(Beginning of DATA RECORDS)

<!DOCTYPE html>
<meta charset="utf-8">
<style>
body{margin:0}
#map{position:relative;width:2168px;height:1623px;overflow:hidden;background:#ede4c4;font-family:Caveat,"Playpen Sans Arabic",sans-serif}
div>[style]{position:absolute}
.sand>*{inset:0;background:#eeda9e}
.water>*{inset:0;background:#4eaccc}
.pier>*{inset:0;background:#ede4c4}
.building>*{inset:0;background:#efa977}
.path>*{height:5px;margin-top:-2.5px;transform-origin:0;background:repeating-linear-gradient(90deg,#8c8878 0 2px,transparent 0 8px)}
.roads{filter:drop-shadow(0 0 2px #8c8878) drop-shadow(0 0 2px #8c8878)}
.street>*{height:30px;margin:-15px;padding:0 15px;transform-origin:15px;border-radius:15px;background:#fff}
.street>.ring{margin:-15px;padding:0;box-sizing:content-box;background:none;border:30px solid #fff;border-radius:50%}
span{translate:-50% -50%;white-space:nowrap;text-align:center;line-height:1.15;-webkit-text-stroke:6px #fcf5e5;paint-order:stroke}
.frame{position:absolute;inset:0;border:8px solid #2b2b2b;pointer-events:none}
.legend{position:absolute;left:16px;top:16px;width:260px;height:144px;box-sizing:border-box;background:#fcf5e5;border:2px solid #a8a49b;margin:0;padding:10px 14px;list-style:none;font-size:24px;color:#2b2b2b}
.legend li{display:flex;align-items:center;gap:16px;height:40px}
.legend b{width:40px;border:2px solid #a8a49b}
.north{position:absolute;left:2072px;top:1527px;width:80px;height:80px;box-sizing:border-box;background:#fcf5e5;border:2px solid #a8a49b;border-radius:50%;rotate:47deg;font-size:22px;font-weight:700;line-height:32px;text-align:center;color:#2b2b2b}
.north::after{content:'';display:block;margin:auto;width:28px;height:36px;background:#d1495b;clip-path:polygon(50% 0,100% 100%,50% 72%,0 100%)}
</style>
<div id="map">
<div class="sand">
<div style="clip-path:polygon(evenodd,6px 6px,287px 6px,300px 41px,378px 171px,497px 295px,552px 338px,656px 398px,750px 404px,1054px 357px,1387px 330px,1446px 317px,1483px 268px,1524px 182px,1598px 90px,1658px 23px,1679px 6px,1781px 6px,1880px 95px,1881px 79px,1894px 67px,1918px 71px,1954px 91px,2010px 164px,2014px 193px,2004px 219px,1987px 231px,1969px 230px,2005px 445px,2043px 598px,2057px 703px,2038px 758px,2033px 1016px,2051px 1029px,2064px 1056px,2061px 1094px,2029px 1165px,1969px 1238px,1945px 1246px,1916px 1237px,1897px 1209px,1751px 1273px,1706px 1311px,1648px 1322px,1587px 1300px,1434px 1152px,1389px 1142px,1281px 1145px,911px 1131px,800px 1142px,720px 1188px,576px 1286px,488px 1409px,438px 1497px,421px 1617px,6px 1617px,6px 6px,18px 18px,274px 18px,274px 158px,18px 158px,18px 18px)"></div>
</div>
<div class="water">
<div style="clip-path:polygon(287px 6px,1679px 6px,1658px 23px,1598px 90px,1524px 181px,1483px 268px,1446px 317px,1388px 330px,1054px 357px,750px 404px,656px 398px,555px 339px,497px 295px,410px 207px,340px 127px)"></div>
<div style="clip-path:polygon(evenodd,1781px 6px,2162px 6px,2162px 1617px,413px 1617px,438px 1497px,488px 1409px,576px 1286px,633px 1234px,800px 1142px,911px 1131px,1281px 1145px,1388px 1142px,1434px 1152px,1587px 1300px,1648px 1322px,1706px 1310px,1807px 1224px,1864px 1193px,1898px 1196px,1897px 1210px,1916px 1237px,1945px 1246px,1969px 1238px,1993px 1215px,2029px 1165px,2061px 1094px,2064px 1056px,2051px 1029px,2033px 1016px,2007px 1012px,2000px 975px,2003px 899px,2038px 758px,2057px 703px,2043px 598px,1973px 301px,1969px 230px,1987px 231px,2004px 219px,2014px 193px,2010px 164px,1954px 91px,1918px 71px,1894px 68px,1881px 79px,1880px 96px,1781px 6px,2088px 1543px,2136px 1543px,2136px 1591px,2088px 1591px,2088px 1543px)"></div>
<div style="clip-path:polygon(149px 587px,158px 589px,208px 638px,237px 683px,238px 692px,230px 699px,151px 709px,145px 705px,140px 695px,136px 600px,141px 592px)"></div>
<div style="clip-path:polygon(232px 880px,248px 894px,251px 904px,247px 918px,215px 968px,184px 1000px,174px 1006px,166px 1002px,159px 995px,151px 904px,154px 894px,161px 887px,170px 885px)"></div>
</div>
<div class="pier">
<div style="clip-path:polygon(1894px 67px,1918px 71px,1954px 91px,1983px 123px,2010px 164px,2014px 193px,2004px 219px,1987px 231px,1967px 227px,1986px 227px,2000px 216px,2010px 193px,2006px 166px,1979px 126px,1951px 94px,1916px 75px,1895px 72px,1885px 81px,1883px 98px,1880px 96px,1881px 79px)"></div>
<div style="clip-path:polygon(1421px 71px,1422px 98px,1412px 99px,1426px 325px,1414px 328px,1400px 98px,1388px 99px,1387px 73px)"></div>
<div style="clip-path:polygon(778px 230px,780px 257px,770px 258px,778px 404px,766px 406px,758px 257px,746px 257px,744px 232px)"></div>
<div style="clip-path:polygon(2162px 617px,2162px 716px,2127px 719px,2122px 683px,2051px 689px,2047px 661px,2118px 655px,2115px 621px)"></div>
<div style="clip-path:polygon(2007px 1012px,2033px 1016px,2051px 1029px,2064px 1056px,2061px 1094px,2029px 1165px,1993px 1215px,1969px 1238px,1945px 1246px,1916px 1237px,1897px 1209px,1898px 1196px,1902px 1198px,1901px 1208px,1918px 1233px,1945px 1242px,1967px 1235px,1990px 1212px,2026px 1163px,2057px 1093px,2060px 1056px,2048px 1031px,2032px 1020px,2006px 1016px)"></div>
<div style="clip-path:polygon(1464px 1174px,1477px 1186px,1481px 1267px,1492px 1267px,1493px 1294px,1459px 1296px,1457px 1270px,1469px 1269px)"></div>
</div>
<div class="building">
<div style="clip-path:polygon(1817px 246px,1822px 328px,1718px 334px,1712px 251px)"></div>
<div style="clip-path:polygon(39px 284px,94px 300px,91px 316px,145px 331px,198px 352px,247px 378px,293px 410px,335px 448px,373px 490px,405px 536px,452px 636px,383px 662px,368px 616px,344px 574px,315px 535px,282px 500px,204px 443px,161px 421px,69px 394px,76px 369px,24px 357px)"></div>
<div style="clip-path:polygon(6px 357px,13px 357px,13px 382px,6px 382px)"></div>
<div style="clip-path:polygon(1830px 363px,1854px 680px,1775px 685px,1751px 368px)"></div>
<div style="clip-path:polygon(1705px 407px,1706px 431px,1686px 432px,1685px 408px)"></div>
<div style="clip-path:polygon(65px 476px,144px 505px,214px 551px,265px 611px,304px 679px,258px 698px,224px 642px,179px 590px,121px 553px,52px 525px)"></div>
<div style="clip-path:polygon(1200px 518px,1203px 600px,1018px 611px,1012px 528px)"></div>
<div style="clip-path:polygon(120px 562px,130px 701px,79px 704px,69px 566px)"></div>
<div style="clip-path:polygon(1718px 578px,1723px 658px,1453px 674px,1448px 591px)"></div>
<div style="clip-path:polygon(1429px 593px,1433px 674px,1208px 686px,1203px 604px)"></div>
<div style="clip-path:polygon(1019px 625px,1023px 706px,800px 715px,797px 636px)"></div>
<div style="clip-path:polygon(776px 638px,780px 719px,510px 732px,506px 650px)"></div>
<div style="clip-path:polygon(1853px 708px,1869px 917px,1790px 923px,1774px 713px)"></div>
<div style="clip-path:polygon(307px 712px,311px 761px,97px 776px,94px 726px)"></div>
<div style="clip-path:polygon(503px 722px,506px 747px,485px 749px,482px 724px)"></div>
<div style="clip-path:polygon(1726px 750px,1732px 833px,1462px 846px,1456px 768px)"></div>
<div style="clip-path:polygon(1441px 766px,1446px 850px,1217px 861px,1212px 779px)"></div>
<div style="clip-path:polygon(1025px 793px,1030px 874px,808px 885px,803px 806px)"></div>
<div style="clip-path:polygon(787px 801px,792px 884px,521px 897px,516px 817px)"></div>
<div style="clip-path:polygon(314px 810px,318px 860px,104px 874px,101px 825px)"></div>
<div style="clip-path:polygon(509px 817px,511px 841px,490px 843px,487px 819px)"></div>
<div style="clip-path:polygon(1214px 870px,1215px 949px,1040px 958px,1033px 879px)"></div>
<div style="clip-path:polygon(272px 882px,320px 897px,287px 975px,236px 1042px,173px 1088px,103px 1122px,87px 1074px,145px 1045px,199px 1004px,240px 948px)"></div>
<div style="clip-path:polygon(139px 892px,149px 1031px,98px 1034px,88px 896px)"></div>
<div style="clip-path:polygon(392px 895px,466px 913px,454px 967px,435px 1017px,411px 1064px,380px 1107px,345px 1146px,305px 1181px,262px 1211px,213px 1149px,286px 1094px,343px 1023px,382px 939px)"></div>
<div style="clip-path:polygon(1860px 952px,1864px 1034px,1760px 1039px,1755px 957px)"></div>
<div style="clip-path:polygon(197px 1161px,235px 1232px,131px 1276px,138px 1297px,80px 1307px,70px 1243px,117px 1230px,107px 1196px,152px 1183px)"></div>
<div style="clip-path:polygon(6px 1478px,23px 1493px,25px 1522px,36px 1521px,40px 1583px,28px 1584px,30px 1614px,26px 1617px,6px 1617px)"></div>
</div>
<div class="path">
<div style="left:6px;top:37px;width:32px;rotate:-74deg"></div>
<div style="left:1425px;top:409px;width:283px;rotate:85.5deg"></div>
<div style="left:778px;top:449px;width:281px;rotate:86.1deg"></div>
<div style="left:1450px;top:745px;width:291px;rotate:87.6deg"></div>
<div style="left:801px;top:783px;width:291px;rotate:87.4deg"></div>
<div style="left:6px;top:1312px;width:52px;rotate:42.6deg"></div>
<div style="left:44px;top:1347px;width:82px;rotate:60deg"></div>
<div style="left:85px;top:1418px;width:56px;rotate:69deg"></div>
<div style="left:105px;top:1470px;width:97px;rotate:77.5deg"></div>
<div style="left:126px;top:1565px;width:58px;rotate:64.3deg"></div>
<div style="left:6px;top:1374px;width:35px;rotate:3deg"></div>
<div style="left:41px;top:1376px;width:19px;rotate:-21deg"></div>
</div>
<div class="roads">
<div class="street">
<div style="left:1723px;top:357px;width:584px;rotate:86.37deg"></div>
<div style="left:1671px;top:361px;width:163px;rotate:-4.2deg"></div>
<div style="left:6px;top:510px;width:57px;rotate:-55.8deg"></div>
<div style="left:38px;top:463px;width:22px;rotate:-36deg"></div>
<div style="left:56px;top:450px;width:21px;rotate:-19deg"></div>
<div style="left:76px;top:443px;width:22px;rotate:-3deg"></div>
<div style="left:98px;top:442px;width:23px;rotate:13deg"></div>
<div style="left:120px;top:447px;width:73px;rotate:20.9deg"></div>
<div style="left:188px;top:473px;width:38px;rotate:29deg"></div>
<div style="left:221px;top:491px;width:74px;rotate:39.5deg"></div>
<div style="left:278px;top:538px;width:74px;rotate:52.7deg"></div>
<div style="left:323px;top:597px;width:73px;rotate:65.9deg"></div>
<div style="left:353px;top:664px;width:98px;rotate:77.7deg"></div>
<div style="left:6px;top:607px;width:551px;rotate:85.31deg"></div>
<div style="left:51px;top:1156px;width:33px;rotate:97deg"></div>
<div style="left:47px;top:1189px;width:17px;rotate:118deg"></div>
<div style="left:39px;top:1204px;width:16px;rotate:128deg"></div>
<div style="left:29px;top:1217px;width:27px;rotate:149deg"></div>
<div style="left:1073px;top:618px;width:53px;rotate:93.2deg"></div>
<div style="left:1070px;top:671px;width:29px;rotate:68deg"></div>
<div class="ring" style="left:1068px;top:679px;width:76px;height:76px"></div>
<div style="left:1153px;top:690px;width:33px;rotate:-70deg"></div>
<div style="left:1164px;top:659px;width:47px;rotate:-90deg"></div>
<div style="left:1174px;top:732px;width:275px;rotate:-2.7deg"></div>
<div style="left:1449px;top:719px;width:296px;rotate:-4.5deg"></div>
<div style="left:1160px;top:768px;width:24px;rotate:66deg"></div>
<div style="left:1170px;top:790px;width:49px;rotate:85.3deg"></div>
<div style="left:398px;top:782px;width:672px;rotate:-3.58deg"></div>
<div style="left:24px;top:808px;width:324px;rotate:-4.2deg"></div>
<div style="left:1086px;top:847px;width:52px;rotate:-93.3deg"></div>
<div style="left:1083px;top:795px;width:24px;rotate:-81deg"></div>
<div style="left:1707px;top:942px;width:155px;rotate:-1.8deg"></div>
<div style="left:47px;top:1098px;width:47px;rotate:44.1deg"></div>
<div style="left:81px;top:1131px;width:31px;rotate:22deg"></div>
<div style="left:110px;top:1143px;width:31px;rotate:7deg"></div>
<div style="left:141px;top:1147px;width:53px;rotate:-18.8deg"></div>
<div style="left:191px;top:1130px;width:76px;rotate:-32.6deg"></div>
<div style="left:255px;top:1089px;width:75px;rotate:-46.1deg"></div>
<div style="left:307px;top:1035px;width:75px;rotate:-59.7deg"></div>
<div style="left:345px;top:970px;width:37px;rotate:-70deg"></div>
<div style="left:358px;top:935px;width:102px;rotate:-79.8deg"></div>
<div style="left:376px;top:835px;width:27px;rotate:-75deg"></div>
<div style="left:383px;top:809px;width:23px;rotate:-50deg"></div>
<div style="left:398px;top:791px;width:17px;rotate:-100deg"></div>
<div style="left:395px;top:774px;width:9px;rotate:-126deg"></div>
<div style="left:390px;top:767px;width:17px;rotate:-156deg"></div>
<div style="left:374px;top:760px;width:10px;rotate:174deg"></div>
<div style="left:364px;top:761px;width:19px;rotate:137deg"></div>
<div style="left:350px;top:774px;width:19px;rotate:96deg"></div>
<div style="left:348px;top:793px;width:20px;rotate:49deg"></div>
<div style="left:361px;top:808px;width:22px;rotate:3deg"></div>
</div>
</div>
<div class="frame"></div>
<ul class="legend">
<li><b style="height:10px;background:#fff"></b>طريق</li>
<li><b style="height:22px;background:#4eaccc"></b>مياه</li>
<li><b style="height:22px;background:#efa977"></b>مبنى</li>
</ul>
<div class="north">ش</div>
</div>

(End of DATA RECORDS)

* [TASK BRIEF]
Once the line containing "2px #8c8878) drop-shadow(0" has been set down, nothing more is wanted; set down each line of the listing above up to it exactly, starting with the first.

* [RESPONSE]
<!DOCTYPE html>
<meta charset="utf-8">
<style>
body{margin:0}
#map{position:relative;width:2168px;height:1623px;overflow:hidden;background:#ede4c4;font-family:Caveat,"Playpen Sans Arabic",sans-serif}
div>[style]{position:absolute}
.sand>*{inset:0;background:#eeda9e}
.water>*{inset:0;background:#4eaccc}
.pier>*{inset:0;background:#ede4c4}
.building>*{inset:0;background:#efa977}
.path>*{height:5px;margin-top:-2.5px;transform-origin:0;background:repeating-linear-gradient(90deg,#8c8878 0 2px,transparent 0 8px)}
.roads{filter:drop-shadow(0 0 2px #8c8878) drop-shadow(0 0 2px #8c8878)}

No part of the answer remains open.